O Grupo-Tarefa (GT) do General Belgrano estava navegando a 13 nós, acompanhado pelo Conqueror, que fazia perseguição padrão “sprint-and-drift”, que consiste em navegar em grande profundidade a 18 nós por 15 ou 20 minutos, subindo depois para a cota periscópica, navegando a 5 nós, a fim de atualizar a posição do alvo pelo oficial de controle de tiro. Depois, a perseguição recomeçava.

O temor de Woodward e do comandante do submarino era o cruzador rumar para o banco Burdwood, uma elevação no fundo do mar que obrigaria o submarino a navegar numa profundidade menor e perder o contato com seu alvo. Por isso a pressa em tomar logo a iniciativa de atacá-lo, enquanto havia contato.

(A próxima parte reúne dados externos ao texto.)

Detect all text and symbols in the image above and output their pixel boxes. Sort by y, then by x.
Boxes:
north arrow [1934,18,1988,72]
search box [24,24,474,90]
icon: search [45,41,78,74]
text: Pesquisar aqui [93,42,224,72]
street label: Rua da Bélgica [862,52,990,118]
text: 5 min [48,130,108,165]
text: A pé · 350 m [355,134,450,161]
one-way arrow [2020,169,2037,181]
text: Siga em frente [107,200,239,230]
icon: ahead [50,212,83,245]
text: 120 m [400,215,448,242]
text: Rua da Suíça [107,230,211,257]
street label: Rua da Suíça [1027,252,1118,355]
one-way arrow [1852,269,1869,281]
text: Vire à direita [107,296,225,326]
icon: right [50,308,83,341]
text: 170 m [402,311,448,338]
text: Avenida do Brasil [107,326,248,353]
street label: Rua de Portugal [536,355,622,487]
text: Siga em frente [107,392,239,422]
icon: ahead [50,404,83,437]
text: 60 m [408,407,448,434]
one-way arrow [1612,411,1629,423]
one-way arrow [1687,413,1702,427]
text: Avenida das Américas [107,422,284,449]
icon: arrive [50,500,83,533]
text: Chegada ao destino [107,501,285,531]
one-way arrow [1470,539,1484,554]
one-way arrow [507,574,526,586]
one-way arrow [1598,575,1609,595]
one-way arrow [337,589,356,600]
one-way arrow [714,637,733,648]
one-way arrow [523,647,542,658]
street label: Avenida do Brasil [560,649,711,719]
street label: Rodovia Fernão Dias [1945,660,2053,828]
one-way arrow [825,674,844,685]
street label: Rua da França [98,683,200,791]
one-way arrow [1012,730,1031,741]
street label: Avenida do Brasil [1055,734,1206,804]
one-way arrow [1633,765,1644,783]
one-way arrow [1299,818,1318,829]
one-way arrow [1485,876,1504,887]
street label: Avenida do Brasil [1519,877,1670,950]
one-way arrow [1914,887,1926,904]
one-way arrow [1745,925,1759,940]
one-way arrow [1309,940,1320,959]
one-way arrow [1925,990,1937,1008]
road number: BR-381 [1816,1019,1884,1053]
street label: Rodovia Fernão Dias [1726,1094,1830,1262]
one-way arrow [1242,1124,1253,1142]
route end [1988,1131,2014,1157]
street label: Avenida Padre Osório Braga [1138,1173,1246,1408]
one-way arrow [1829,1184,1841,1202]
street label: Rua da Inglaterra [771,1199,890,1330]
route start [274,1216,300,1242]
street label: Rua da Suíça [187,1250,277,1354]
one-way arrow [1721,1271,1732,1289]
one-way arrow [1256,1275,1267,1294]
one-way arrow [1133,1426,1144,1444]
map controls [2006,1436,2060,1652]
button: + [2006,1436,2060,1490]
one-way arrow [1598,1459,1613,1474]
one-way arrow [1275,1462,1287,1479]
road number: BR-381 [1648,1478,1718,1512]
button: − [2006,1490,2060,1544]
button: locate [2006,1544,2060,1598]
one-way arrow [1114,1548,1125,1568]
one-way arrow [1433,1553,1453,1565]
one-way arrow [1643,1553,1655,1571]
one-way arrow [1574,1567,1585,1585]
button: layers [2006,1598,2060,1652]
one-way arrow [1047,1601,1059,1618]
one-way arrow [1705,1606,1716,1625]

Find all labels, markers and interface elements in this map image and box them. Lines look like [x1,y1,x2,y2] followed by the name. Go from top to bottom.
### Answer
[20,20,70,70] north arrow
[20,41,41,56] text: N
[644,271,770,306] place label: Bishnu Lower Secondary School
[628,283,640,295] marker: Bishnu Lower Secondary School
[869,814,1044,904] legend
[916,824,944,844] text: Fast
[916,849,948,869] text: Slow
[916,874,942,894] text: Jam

Às 08h10 do dia 2 de maio, o GT do General Belgrano mudou de curso, agora rumando para o continente. Às 13h30, o Conqueror recebeu o sinal de mudança de ROE vindo da Inglaterra.

O Comandante do submarino, capitão Christopher Wreford-Brown, comentou mais tarde suas impressões sobre a navegação tática do cruzador:

“O comandante do navio, capitão Hector Bonzo, parecia não estar nem um pouco preocupado em ser alvo naquele momento”. O cruzador navegava a 13 nós, com sua escolta de destróieres mais à frente, num leve ziguezague. O comandante do navio argentino não era submarinista e parecia conhecer pouco de submarinos, principalmente os nucleares. Se conhecesse, estaria navegando em velocidade bem mais alta, com os navios-escolta lado a lado protegendo seu costado e fazendo um ziguezague mais agressivo, para evitar possíveis torpedos. Para completar, os escoltas do General Belgrano estavam navegando com os sonares ativos desligados.”

Às 18h30, o HMS Conqueror aproximou-se do General Belgrano em alta velocidade por boreste, passando por baixo de seu alvo e subindo para a cota periscópica por bombordo, a fim de conseguir uma boa solução de tiro.

O comandante Christopher já tinha se decidido em usar velhos torpedos de tiro reto Mk.8 da Segunda Guerra Mundial, pois levavam maior carga explosiva e eram mais confiáveis que os novos Tigerfish Mk.24, guiados a fio. Por precaução, os tubos estavam carregados com 3 torpedos Mk.8 e 3 Mk.24. Os torpedos foram disparados à proa do cruzador, para que encontrassem o navio numa posição futura.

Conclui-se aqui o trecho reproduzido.